Reuters International

By Gabriela Baczynska and Karolina Tagaris

BRUSSELS/ATHENS (Reuters) - The European Union said on Monday a Syrian asylum seeker's successful appeal against deportation to Turkey proved the bloc's deal with Ankara to limit migration was legal, while rights groups said the ruling exposed its "fundamental flaws".

A Syrian national last week won the second and final appeal to Greece's asylum committee, which ruled the person would not be safe if returned to Turkey under an accord obliging Ankara to take back refugees and migrants who use people-smuggling gangs to reach Greek islands by boat from the nearby Turkish coast.

Should more asylum seekers secure similar decisions, it would undercut the rationale behind the EU pact with Turkey, meant to deter people from risking the sea voyage to Greece by showing they have little chance of being allowed to stay.

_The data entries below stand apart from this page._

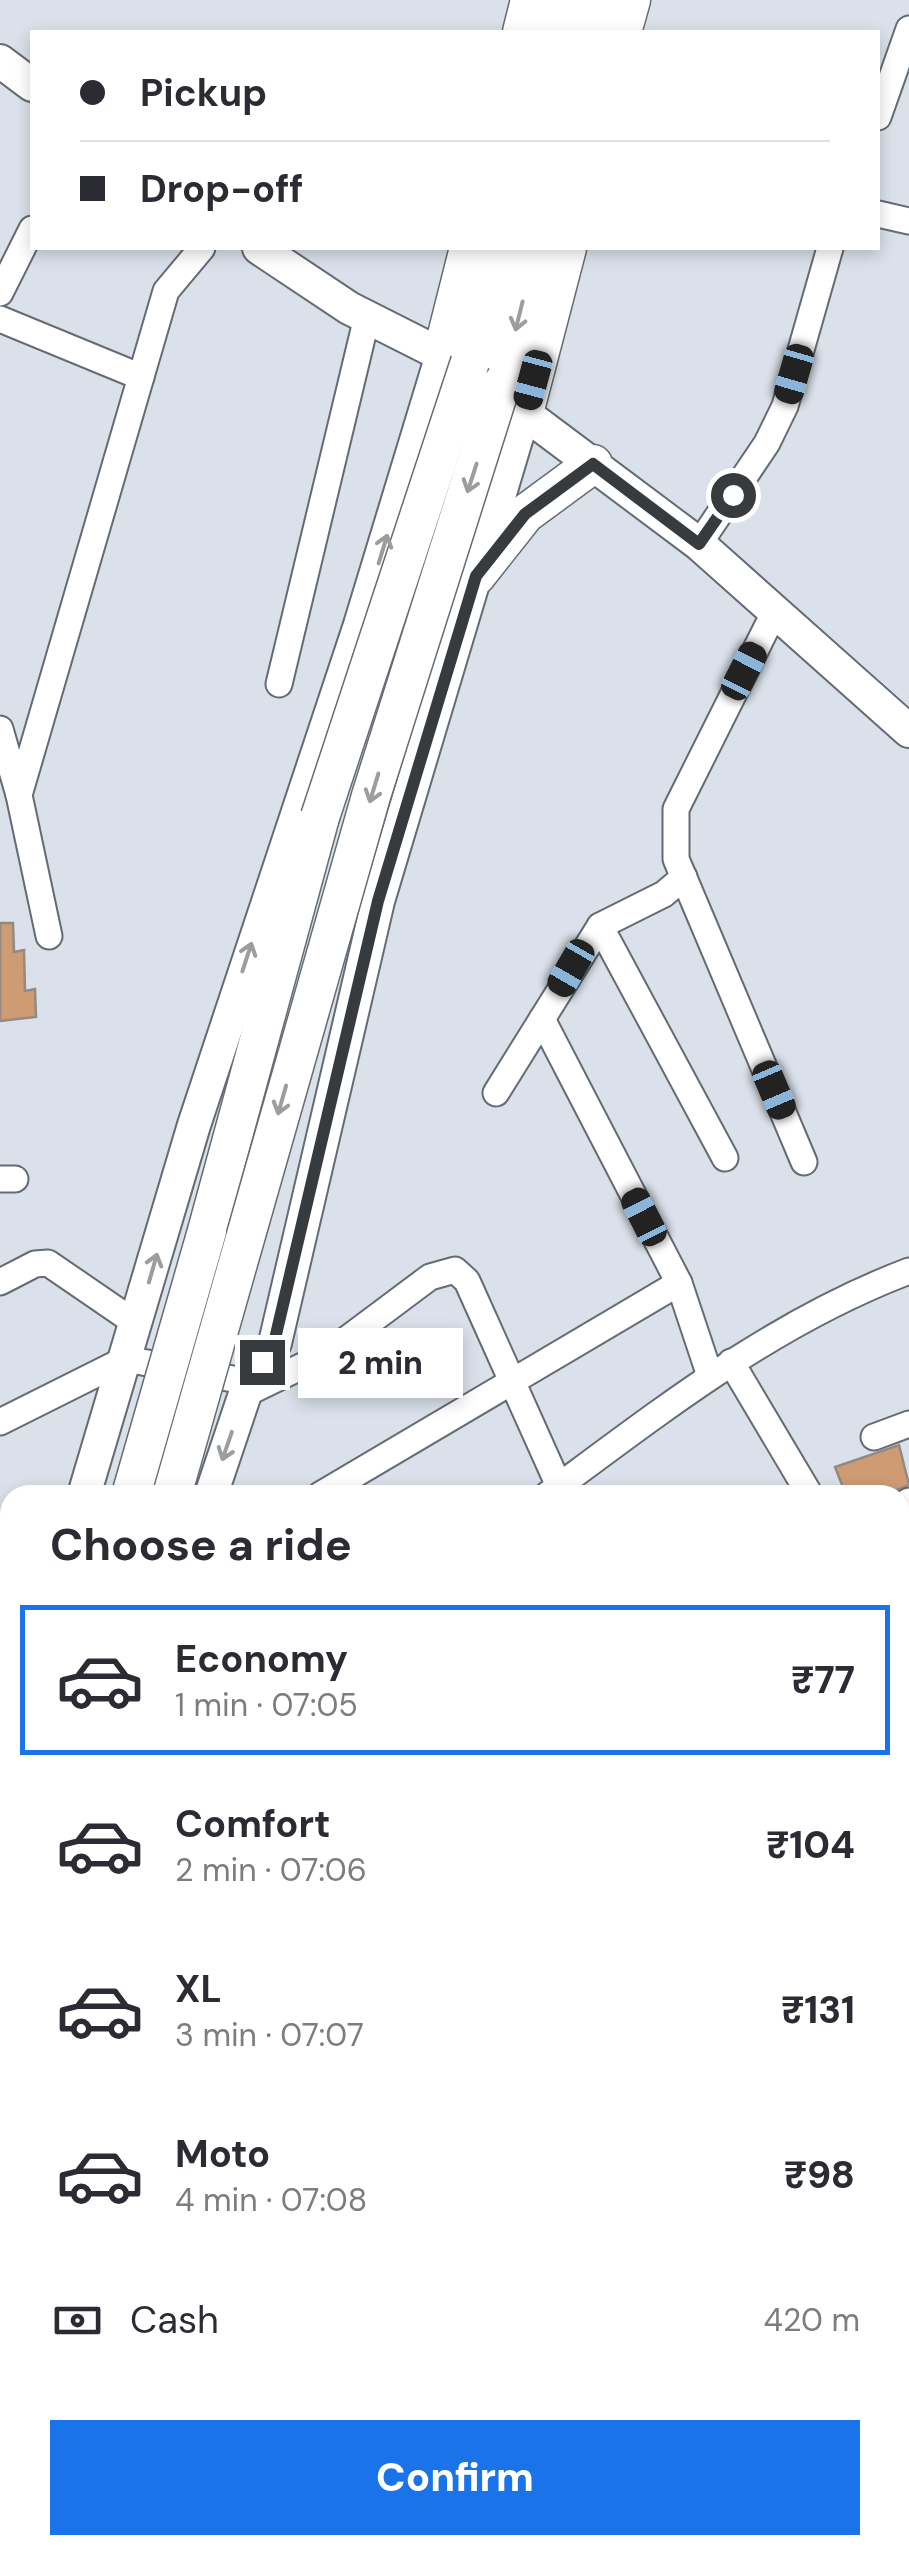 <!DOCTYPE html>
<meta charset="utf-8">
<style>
:root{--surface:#fff;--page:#f2f2f3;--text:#2b2b33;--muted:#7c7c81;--line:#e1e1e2;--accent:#1a73e8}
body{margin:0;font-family:"DM Sans",sans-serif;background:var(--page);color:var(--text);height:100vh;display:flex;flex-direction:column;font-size:38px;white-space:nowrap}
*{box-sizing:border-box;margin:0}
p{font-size:32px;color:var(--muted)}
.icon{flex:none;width:55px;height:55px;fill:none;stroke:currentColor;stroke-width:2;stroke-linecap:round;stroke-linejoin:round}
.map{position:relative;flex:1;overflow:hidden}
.sheet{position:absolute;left:0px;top:1485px;width:910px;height:1070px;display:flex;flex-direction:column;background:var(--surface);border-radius:30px 30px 0 0;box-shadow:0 5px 15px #0003}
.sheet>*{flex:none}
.top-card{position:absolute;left:30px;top:30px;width:850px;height:220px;border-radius:0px;box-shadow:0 5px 15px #0003;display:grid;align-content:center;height:220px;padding:0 50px;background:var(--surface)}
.end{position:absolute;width:45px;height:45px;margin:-22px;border:12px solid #383b3e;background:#fff;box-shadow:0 0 0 5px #fff}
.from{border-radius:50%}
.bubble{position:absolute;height:70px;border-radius:0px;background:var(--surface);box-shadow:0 5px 15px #0003;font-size:32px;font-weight:800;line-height:70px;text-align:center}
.car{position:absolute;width:30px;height:60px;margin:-30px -15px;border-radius:12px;box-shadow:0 0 8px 2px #0007;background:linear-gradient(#222 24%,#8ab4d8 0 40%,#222 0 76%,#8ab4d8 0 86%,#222 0)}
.top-card b{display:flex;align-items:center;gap:35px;height:95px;font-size:38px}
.top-card b+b{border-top:2px solid var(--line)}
.top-card i{width:25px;height:25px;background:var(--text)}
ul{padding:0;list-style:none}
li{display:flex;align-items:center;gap:30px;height:150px;margin:0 20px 15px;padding:0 30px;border:5px solid transparent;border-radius:0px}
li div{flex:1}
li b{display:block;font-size:38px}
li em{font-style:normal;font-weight:800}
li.selected{border-color:var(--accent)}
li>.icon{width:90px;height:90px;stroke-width:1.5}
h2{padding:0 50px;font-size:45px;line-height:120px}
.pay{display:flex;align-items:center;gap:25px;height:110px;padding:0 50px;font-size:38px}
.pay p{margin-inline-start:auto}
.primary-button{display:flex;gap:20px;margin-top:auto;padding:20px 50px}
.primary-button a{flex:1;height:115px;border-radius:0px;background:var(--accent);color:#fff;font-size:40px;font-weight:800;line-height:115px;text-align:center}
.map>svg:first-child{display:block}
</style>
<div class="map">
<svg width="909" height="2555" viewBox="0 0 909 2555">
<rect width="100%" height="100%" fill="#dae1ea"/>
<g fill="#ce9b72" stroke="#928a83" stroke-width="2.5">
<polygon points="0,923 13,923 14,952 24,950 25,991 35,989 36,1017 0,1021"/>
<polygon points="899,1445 909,1485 886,1495 846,1495 835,1467"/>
</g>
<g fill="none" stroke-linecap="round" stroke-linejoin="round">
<defs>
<g id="minor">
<polyline points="878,117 909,29"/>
<polyline points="878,214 909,221"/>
<polyline points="0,293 32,229"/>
<polyline points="0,319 141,377"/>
<polyline points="699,544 767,443 785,406 830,248"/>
<polyline points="775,611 676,809 676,859 804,1162"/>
<polyline points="279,684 367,317"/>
<polyline points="0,729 19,795 166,291 202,248"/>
<polyline points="19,795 49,936"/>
<polyline points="600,926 725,1158"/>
<polyline points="542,1019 679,1283 710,1376"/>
<polyline points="496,1093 600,926 664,894 684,877"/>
<polyline points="0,1179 15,1179"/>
<polyline points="0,1282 35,1264 48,1263 137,1324"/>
<polyline points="731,1362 810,1495"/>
<polyline points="245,1394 327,1354 430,1277 455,1270 467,1281 559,1486"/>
<polyline points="0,1422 126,1359 249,1382"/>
<polyline points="874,1437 909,1424"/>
<polyline points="320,1495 679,1283"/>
<path d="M547,1495C662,1410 774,1322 909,1271"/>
<polyline points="900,1506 909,1501"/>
<polyline points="0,1587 10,1545"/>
<polyline points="900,1613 909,1634"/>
<polyline points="0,1653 10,1653"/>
<polyline points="900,1704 909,1701"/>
<polyline points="0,1710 10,1711"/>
<polyline points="900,1929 909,1927"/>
<polyline points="900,2180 909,2177"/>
<polyline points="0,2426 10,2424"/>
<polyline points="900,2526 906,2555"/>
<polyline points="63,2545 66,2555"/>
<polyline points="259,2545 261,2555"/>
<polyline points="396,2545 398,2555"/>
<polyline points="553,2545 555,2555"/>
<polyline points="747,2545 749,2555"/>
</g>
<g id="major">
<polyline points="0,61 32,85"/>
<polyline points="84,1495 194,1125 360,625 442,355 349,308 259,248"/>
<polyline points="211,1495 249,1382 275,1343 378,901 524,413 699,544 909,731"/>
<polyline points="0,1786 10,1748"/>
<polyline points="0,2143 10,2111"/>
</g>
<g id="highway">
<polyline points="522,32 530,0"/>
<polyline points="554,32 562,0"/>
<polyline points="591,32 599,0"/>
<polyline points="622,32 631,0"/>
<polyline points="469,248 442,355 524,413 567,248"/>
<polyline points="470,362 499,248"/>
<polyline points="501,385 536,248"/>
<polyline points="476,576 525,514 593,464"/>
<polyline points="207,1231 320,817"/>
<polyline points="0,1927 10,1894"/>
<polyline points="0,2059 10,2027"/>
</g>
</defs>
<use href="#minor" stroke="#656b73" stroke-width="29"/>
<use href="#major" stroke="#656b73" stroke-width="36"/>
<use href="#highway" stroke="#656b73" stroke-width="41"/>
<use href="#minor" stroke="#fff" stroke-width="25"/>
<use href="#major" stroke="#fff" stroke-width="32"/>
<use href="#highway" stroke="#fff" stroke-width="38"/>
<defs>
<g id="highway-bridge">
<polyline points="320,817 470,362"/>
<polyline points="131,1495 207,1231"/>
<polyline points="172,1495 371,796 501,385"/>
</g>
</defs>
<use href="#highway-bridge" stroke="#656b73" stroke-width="41" stroke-linecap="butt"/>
<use href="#highway-bridge" stroke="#fff" stroke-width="38"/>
</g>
<defs><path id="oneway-shaft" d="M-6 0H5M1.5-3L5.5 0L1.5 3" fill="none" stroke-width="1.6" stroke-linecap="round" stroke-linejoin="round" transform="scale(2.5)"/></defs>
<g stroke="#9c9d9e">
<use href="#oneway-shaft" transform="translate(519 316) rotate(104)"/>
<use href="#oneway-shaft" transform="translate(472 478) rotate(108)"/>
<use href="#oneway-shaft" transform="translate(383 549) rotate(-73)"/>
<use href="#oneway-shaft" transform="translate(374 788) rotate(107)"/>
<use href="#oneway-shaft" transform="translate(247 957) rotate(-72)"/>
<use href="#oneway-shaft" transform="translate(282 1100) rotate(106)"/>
<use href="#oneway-shaft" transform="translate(153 1268) rotate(-74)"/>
<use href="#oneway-shaft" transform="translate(227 1446) rotate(109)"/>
</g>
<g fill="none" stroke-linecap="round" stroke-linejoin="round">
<polyline stroke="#383b3e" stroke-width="12" points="262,1362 274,1343 378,901 476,576 525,514 593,464 699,544 733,495"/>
</g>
</svg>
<i class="end from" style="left:733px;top:495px"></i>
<i class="end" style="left:262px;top:1362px"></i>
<div class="bubble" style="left:298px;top:1328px;width:165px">2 min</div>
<i class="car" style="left:794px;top:374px;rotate:196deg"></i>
<i class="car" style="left:533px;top:380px;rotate:195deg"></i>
<i class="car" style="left:744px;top:671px;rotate:27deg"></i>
<i class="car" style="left:571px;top:968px;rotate:210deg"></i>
<i class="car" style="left:774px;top:1090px;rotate:157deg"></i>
<i class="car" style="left:644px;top:1217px;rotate:333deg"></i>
<div class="top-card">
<b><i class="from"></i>Pickup</b>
<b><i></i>Drop-off</b>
</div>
<section class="sheet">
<h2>Choose a ride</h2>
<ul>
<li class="selected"><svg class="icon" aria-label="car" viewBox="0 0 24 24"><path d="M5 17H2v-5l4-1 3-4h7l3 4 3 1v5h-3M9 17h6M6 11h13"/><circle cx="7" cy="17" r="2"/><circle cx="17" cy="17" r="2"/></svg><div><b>Economy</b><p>1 min · 07:05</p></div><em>₹77</em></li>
<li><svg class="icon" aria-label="car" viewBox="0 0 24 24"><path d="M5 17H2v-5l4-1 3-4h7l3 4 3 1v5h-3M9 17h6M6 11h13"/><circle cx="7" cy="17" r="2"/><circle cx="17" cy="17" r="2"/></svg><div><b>Comfort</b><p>2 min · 07:06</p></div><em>₹104</em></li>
<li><svg class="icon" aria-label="car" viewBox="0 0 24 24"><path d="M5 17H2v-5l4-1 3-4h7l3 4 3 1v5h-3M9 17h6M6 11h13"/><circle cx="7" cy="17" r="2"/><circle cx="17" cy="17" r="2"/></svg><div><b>XL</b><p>3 min · 07:07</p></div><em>₹131</em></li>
<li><svg class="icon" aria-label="car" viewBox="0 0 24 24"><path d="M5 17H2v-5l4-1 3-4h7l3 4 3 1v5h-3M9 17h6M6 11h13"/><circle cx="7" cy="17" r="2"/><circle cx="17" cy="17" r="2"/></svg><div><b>Moto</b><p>4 min · 07:08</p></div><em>₹98</em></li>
</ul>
<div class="pay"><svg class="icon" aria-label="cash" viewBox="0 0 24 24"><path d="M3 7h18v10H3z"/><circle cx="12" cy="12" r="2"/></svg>Cash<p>420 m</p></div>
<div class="primary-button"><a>Confirm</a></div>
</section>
</div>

Rights groups criticised the March migration deal as immoral and against humanitarian law that bans arbitrary, mass deportation of asylum-seekers and says everyone must have an effective chance to have their requests individually assessed.

Despite that criticism, EU leaders - under heavy pressure from grassroots anti-migration sentiment growing across the bloc after some 1.3 million people entered the European continent last year - pushed that deal through. Arrivals on the Greek islands near Turkey have since slowed to a trickle.

Margaritis Schinas, spokesman for the executive European Commission, said the successful appeal proved the migration accord did not flout the law. "We made it very clear that all asylum applications would be treated on a case-by-case basis."

"In all cases there are individual interviews, individual assessment and rights of appeal so there will be no blanket, no automatic return of asylum seekers. This is happening," he said.

"FUNDAMENTAL FLAWS"

Schinas said 51 people who did not apply for asylum in Greece were sent back to Turkey on Friday, raising the total of returns under the March agreement to 441.

He added that Germany took in 103 Syrians directly from Turkey last Thursday under a provision of the pact obliging EU states to resettle one Syrian for every Syrian sent back. So far 280 Syrians have been brought into the EU under the clause.

Among the most important goals of the pact is to deter migrants from paying human traffickers for boats to take them from Turkey to Greece, as hundreds of thousands did during a mass influx last year.

Greek authorities have not disclosed details of the appeal. The government's spokesman for migration, Giorgos Kyritsis, said each case was assessed individually. "A positive or a negative decision does not prejudge the decision regarding another individual," he said.

But Amnesty International said it highlighted "fundamental flaws" of the EU's migration collaboration with Ankara.

"Turkey is not safe for refugees, it does not offer them full protection, and assurances on paper are simply not good enough," said Gauri van Gulik, AI's deputy director for Europe.

"Until Turkey ends all violations against refugees and guarantees them full protection, nobody else should be sent back under this deal. Instead, Europe should focus on its part of the deal by accepting refugees for resettlement from Turkey."